● **WHAT TO PRODUCE**
Of the lines in the data below, write out exactly those from the one holding "M 7,878 L 31,948" through the one holding "drawText('bold 28px', '#3b2a1e', null, shieldNames);", both included.

● **DATA FOR THE TASK**
□ □ □ □ □

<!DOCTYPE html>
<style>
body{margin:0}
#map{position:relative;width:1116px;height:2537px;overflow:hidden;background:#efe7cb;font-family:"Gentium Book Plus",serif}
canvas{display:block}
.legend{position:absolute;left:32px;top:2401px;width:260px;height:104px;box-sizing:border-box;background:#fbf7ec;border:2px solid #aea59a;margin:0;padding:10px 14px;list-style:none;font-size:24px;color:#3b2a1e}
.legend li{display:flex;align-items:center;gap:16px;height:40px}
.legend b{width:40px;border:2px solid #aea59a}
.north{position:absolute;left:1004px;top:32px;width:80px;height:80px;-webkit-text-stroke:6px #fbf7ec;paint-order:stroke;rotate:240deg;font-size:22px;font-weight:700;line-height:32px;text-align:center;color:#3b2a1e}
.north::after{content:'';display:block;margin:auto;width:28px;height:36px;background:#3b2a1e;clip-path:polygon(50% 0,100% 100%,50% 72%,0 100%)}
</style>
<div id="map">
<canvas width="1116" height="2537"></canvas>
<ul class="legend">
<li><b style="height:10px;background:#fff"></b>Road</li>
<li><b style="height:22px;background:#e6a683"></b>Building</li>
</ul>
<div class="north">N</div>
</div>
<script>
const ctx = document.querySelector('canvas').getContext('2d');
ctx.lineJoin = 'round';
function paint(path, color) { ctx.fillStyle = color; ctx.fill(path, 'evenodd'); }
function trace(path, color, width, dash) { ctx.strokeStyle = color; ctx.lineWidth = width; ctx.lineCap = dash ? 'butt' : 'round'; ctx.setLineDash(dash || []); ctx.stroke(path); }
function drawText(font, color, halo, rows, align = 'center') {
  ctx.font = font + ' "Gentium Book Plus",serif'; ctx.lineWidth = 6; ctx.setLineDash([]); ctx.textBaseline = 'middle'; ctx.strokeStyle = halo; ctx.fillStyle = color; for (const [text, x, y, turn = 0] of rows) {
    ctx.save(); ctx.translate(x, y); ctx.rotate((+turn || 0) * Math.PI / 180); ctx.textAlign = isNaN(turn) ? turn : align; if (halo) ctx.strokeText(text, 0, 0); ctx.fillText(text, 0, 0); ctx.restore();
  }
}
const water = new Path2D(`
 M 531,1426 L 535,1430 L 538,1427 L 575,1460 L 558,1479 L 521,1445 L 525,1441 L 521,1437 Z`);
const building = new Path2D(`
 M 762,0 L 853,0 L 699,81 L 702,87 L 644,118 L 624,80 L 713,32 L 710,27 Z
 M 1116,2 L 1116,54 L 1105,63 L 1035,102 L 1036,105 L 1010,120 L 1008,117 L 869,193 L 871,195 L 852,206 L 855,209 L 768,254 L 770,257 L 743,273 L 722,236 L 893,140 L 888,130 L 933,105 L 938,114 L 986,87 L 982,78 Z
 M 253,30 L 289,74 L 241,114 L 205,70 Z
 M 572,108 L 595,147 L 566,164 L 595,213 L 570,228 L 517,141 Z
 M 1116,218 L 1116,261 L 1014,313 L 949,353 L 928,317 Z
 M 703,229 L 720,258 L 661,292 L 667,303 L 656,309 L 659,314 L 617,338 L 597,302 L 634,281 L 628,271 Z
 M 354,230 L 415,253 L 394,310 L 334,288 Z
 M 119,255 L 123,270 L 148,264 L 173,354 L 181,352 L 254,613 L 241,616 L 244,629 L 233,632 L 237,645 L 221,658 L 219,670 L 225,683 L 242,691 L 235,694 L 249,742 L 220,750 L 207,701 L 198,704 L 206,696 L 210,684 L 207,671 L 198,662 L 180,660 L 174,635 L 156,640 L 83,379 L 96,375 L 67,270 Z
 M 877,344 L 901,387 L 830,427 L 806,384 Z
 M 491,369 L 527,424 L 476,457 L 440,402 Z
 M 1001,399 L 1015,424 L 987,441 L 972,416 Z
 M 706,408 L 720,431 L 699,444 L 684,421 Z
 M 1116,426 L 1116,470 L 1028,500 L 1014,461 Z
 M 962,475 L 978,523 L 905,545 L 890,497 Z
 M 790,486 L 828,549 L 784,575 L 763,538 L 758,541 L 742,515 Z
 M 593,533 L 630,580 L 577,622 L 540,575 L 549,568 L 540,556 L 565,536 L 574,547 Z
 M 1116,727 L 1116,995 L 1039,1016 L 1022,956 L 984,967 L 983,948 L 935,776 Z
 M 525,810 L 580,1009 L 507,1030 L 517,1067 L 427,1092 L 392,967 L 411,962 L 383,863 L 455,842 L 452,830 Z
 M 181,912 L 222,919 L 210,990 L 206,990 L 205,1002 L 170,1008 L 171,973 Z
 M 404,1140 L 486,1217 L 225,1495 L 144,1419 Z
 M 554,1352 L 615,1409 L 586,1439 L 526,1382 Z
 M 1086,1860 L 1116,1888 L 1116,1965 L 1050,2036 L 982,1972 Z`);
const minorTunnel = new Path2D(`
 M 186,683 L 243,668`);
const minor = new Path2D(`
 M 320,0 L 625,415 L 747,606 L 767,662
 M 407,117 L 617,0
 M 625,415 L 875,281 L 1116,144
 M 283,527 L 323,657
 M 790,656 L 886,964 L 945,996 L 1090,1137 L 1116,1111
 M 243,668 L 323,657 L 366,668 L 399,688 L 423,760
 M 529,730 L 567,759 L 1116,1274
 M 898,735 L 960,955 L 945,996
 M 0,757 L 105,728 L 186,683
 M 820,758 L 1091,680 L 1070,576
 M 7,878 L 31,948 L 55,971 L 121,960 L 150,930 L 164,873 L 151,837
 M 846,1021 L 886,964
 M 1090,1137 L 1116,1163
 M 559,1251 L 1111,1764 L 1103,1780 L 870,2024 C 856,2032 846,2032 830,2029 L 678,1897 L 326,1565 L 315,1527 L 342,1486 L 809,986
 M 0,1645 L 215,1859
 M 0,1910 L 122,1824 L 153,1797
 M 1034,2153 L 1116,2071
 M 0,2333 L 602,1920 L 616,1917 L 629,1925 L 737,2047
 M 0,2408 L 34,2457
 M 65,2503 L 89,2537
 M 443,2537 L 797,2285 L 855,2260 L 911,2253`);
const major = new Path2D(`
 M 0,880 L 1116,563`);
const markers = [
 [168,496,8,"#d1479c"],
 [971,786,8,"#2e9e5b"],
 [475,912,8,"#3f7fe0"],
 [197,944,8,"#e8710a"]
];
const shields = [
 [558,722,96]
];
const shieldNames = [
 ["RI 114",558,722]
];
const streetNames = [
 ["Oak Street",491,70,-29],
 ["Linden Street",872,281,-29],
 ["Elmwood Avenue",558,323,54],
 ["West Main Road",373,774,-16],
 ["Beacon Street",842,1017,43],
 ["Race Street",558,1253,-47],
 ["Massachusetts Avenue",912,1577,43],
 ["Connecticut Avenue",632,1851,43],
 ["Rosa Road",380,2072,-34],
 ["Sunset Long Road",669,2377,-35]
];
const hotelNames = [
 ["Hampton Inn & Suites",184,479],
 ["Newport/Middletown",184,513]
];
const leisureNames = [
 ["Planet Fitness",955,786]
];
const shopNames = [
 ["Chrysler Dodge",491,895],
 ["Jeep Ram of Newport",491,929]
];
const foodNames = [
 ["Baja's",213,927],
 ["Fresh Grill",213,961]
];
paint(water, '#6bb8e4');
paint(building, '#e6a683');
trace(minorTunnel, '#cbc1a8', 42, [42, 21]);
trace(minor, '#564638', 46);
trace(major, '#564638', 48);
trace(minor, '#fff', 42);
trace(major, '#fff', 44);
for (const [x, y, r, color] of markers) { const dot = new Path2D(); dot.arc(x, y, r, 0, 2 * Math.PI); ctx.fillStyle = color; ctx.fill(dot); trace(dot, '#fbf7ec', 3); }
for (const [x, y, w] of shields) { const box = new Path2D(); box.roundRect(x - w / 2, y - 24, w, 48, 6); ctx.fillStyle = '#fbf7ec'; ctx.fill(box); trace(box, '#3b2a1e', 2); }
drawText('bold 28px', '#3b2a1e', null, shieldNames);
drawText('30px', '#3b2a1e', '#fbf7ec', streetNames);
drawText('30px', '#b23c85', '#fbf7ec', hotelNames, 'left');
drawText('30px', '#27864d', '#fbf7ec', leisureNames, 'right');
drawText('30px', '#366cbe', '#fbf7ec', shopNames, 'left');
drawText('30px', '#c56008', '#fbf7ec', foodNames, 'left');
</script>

□ □ □ □ □

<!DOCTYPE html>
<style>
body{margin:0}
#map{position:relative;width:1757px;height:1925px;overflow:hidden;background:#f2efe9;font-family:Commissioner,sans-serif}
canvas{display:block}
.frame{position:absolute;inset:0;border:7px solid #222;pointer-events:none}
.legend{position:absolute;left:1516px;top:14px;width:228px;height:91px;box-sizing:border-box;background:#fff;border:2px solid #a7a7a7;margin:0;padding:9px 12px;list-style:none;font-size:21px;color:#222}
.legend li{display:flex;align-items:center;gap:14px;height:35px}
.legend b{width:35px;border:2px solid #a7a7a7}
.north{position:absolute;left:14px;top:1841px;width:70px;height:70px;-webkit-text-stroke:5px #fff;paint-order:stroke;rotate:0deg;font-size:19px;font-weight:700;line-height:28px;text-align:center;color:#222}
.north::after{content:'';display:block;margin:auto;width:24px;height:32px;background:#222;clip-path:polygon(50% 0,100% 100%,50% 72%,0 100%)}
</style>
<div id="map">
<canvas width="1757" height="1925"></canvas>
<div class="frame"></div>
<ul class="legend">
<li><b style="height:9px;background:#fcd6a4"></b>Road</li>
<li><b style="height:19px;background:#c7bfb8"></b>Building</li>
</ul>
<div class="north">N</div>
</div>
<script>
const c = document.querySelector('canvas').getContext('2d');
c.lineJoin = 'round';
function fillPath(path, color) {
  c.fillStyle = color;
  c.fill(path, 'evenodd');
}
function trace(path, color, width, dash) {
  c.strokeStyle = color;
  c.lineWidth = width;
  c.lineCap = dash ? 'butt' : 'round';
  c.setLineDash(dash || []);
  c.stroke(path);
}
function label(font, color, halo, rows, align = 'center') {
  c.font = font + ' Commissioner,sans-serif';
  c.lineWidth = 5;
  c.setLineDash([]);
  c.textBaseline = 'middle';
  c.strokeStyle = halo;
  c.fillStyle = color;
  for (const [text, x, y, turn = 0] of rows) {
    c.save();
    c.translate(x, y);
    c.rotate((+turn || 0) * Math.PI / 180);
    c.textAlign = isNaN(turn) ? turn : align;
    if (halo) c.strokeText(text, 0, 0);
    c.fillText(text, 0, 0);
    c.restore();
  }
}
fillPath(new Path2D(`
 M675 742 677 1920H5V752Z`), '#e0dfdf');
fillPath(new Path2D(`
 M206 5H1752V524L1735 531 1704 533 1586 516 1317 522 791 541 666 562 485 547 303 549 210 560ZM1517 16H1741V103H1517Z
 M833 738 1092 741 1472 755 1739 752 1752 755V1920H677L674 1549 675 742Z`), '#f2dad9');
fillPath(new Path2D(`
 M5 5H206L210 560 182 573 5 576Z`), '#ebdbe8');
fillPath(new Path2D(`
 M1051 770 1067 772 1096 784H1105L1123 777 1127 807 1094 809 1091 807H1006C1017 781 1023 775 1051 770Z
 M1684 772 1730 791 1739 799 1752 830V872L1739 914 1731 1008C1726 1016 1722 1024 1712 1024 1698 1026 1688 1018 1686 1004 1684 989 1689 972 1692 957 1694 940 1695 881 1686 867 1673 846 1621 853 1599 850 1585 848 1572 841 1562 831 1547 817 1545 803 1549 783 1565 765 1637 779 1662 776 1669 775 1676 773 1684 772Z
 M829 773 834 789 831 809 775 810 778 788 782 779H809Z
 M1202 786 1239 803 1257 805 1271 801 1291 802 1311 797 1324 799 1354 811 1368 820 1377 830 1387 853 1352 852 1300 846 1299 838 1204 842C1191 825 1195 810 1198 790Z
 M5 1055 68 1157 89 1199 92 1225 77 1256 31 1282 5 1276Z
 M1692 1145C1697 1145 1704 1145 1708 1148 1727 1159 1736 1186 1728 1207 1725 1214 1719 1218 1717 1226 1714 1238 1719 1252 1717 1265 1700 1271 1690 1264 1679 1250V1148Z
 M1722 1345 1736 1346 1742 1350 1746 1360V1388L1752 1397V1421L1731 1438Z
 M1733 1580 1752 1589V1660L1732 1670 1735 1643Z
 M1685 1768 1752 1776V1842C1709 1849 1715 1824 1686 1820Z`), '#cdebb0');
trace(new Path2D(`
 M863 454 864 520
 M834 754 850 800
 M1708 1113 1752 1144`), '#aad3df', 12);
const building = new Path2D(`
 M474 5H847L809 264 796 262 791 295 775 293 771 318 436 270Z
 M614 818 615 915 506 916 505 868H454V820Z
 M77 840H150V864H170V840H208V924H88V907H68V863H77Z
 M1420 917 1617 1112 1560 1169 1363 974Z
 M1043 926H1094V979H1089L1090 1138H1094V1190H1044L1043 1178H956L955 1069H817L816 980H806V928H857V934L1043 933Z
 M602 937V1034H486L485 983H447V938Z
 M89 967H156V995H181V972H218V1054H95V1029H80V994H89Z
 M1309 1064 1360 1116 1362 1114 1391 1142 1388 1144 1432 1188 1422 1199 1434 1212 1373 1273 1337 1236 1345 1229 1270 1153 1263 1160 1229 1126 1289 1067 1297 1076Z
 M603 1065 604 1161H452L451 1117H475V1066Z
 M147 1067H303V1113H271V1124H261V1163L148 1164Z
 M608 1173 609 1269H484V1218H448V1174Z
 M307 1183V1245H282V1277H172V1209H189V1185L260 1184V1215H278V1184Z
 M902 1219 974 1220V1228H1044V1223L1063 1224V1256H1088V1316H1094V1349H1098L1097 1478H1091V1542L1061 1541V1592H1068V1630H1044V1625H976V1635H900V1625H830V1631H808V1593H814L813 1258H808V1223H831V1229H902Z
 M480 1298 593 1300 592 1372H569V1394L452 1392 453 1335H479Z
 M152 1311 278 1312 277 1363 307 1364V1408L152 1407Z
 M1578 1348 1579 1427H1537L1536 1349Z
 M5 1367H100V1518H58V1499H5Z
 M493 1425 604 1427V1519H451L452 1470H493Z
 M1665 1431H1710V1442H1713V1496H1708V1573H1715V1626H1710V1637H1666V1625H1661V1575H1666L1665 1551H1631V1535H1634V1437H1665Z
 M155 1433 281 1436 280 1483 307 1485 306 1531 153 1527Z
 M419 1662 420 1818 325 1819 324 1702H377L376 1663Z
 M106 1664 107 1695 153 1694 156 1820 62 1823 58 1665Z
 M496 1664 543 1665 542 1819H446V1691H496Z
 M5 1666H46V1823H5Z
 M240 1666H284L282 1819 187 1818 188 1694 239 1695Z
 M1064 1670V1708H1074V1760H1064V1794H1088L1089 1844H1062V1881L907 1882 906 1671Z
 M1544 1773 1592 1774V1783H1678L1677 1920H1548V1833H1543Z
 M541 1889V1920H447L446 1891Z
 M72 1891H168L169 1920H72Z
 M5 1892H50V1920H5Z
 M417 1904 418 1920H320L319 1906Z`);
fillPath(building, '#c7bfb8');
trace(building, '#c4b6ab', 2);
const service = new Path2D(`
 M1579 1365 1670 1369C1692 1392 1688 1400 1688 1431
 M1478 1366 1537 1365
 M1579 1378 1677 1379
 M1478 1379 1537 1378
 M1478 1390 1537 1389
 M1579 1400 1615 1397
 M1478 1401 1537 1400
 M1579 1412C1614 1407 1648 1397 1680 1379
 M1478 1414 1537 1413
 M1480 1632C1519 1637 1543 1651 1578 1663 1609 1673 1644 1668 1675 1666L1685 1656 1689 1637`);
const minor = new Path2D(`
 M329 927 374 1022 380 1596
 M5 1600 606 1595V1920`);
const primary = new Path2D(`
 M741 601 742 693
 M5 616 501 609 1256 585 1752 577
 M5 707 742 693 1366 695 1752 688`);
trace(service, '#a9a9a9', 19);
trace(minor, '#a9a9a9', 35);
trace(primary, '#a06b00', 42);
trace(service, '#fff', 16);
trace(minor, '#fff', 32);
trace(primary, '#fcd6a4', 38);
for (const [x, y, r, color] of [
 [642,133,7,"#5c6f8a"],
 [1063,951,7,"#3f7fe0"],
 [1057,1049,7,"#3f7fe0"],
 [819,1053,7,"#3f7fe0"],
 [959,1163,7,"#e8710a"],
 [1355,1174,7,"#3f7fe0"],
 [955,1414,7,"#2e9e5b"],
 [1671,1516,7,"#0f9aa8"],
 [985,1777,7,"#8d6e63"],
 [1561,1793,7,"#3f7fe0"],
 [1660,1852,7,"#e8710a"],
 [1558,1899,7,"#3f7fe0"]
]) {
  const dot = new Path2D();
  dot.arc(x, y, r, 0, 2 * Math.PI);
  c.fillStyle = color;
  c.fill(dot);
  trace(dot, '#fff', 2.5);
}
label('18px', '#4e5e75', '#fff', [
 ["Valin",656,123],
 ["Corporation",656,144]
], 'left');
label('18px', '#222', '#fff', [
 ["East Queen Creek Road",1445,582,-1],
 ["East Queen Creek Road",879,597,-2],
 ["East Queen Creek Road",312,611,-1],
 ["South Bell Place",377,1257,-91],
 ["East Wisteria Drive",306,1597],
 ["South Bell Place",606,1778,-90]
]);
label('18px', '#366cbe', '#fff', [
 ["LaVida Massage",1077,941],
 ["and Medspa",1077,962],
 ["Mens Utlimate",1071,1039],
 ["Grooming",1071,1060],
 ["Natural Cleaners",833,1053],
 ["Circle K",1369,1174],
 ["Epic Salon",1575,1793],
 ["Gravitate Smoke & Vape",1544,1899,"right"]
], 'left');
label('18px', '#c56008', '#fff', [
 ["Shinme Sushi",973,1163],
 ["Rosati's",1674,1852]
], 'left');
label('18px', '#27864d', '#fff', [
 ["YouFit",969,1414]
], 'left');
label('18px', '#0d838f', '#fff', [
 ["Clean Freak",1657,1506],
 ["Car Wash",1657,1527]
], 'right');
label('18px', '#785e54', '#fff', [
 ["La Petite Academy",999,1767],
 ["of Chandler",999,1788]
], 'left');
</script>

□ □ □ □ □

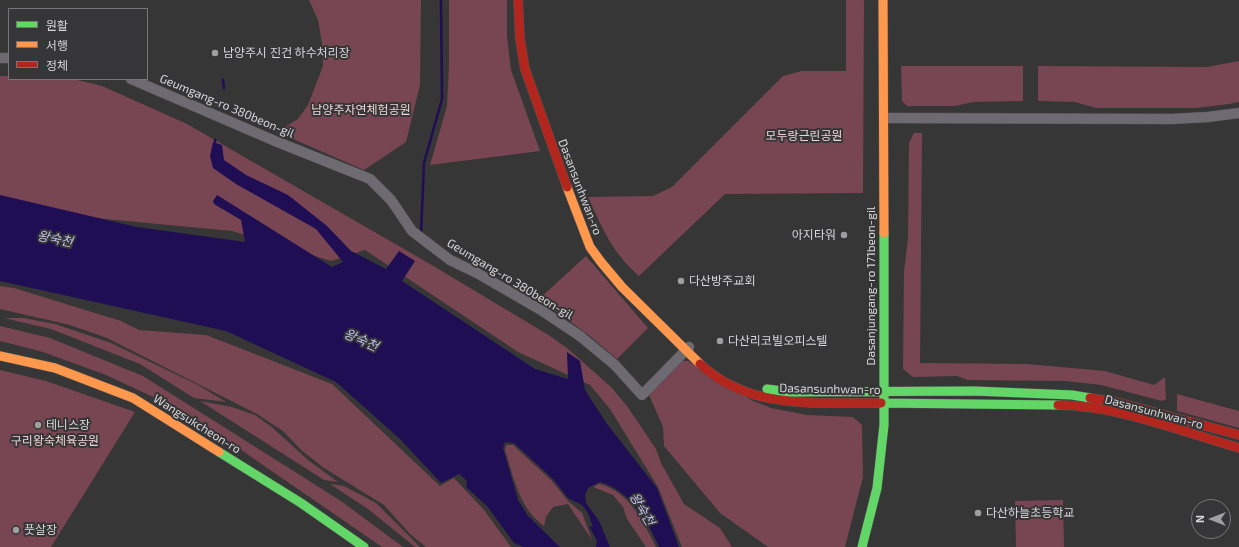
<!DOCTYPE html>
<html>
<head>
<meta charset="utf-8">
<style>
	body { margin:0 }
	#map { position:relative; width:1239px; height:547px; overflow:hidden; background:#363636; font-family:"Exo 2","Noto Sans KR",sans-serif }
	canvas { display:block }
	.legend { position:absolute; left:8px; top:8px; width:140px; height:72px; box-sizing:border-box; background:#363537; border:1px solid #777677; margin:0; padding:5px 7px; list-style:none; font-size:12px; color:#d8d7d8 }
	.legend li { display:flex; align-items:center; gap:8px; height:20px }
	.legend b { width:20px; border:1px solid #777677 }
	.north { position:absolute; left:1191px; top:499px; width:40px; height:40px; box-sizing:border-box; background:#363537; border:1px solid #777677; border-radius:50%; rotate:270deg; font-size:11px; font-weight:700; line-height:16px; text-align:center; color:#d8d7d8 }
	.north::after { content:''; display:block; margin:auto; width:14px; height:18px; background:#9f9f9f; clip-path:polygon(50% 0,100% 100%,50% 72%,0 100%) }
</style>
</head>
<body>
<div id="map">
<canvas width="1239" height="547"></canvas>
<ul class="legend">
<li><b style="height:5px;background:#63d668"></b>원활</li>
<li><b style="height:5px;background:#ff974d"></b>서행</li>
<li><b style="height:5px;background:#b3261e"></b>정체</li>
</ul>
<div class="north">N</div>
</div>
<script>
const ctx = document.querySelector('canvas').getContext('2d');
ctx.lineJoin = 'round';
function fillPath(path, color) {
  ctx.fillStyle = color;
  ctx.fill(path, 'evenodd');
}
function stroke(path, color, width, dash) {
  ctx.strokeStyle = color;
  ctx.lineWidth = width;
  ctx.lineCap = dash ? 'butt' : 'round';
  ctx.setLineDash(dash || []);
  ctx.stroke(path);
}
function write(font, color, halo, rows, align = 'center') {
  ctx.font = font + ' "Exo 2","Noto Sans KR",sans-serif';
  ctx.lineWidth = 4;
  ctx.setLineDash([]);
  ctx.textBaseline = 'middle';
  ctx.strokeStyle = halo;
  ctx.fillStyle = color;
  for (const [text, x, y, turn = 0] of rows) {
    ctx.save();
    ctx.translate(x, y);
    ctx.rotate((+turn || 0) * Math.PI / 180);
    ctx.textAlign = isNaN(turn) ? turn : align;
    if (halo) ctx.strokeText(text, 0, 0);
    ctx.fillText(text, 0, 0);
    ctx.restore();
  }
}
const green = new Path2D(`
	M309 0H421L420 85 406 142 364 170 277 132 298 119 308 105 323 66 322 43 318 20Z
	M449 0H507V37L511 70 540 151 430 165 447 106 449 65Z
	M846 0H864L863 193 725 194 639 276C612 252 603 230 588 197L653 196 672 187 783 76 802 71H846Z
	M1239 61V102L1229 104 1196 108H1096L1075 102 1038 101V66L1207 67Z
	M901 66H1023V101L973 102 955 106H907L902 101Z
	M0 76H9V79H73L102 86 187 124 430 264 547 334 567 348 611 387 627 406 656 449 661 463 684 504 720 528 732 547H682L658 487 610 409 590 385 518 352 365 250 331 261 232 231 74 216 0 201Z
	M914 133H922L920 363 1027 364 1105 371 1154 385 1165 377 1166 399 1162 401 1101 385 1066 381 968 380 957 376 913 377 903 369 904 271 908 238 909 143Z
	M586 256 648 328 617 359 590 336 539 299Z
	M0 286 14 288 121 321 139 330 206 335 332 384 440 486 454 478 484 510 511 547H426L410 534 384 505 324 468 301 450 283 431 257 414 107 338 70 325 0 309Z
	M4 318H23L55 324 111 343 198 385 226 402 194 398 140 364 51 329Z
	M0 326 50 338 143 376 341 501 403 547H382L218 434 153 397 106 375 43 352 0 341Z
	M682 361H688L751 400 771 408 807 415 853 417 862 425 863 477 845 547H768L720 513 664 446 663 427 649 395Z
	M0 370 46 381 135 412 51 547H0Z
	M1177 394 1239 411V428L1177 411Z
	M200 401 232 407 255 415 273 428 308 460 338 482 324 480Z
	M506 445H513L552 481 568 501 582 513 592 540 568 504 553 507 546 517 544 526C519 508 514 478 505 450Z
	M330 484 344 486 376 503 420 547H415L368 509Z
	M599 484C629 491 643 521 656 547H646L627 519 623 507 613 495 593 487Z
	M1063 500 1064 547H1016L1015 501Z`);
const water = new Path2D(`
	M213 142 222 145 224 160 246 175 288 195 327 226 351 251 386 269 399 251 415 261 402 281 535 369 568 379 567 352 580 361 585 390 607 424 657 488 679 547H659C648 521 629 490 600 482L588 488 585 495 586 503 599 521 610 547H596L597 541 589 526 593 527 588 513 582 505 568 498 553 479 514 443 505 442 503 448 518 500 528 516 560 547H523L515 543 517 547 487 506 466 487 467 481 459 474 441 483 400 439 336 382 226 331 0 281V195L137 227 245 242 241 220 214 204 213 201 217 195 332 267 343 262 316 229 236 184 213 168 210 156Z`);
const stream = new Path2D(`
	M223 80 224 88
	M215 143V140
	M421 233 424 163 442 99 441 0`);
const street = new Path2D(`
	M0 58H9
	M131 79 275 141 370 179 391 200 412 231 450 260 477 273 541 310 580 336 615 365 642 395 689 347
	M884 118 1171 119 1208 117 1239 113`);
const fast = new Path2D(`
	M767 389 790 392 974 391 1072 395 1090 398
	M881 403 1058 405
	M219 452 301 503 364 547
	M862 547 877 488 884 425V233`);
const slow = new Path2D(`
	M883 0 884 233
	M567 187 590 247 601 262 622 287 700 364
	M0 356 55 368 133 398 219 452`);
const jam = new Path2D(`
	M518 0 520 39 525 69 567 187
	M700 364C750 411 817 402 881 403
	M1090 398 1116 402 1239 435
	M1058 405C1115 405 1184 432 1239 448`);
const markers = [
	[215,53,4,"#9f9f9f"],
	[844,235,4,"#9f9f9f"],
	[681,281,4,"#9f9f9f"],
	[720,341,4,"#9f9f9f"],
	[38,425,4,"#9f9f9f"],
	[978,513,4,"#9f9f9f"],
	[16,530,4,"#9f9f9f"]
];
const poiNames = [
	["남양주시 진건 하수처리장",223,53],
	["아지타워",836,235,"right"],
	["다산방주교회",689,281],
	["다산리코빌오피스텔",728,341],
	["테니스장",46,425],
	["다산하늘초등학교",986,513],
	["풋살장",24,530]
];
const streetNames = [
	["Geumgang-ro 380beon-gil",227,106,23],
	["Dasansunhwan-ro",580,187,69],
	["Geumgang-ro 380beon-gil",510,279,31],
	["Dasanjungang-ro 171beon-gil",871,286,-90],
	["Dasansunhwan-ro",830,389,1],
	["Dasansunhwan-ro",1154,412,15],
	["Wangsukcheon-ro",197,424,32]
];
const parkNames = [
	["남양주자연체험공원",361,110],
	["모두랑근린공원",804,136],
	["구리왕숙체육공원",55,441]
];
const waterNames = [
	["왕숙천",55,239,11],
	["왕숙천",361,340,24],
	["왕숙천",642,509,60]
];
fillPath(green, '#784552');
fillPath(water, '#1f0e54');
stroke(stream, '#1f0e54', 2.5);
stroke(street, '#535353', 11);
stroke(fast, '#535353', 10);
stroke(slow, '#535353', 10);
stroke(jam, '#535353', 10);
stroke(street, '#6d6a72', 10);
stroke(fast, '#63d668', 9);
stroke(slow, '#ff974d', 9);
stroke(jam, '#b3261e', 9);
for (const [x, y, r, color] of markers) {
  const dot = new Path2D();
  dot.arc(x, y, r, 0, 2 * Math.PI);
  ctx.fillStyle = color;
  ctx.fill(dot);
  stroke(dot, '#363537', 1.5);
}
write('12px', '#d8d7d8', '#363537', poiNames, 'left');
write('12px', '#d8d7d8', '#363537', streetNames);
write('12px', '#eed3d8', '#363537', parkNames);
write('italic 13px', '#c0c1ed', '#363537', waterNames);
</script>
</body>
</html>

□ □ □ □ □

● **SOLUTION**
 M 7,878 L 31,948 L 55,971 L 121,960 L 150,930 L 164,873 L 151,837
 M 846,1021 L 886,964
 M 1090,1137 L 1116,1163
 M 559,1251 L 1111,1764 L 1103,1780 L 870,2024 C 856,2032 846,2032 830,2029 L 678,1897 L 326,1565 L 315,1527 L 342,1486 L 809,986
 M 0,1645 L 215,1859
 M 0,1910 L 122,1824 L 153,1797
 M 1034,2153 L 1116,2071
 M 0,2333 L 602,1920 L 616,1917 L 629,1925 L 737,2047
 M 0,2408 L 34,2457
 M 65,2503 L 89,2537
 M 443,2537 L 797,2285 L 855,2260 L 911,2253`);
const major = new Path2D(`
 M 0,880 L 1116,563`);
const markers = [
 [168,496,8,"#d1479c"],
 [971,786,8,"#2e9e5b"],
 [475,912,8,"#3f7fe0"],
 [197,944,8,"#e8710a"]
];
const shields = [
 [558,722,96]
];
const shieldNames = [
 ["RI 114",558,722]
];
const streetNames = [
 ["Oak Street",491,70,-29],
 ["Linden Street",872,281,-29],
 ["Elmwood Avenue",558,323,54],
 ["West Main Road",373,774,-16],
 ["Beacon Street",842,1017,43],
 ["Race Street",558,1253,-47],
 ["Massachusetts Avenue",912,1577,43],
 ["Connecticut Avenue",632,1851,43],
 ["Rosa Road",380,2072,-34],
 ["Sunset Long Road",669,2377,-35]
];
const hotelNames = [
 ["Hampton Inn & Suites",184,479],
 ["Newport/Middletown",184,513]
];
const leisureNames = [
 ["Planet Fitness",955,786]
];
const shopNames = [
 ["Chrysler Dodge",491,895],
 ["Jeep Ram of Newport",491,929]
];
const foodNames = [
 ["Baja's",213,927],
 ["Fresh Grill",213,961]
];
paint(water, '#6bb8e4');
paint(building, '#e6a683');
trace(minorTunnel, '#cbc1a8', 42, [42, 21]);
trace(minor, '#564638', 46);
trace(major, '#564638', 48);
trace(minor, '#fff', 42);
trace(major, '#fff', 44);
for (const [x, y, r, color] of markers) { const dot = new Path2D(); dot.arc(x, y, r, 0, 2 * Math.PI); ctx.fillStyle = color; ctx.fill(dot); trace(dot, '#fbf7ec', 3); }
for (const [x, y, w] of shields) { const box = new Path2D(); box.roundRect(x - w / 2, y - 24, w, 48, 6); ctx.fillStyle = '#fbf7ec'; ctx.fill(box); trace(box, '#3b2a1e', 2); }
drawText('bold 28px', '#3b2a1e', null, shieldNames);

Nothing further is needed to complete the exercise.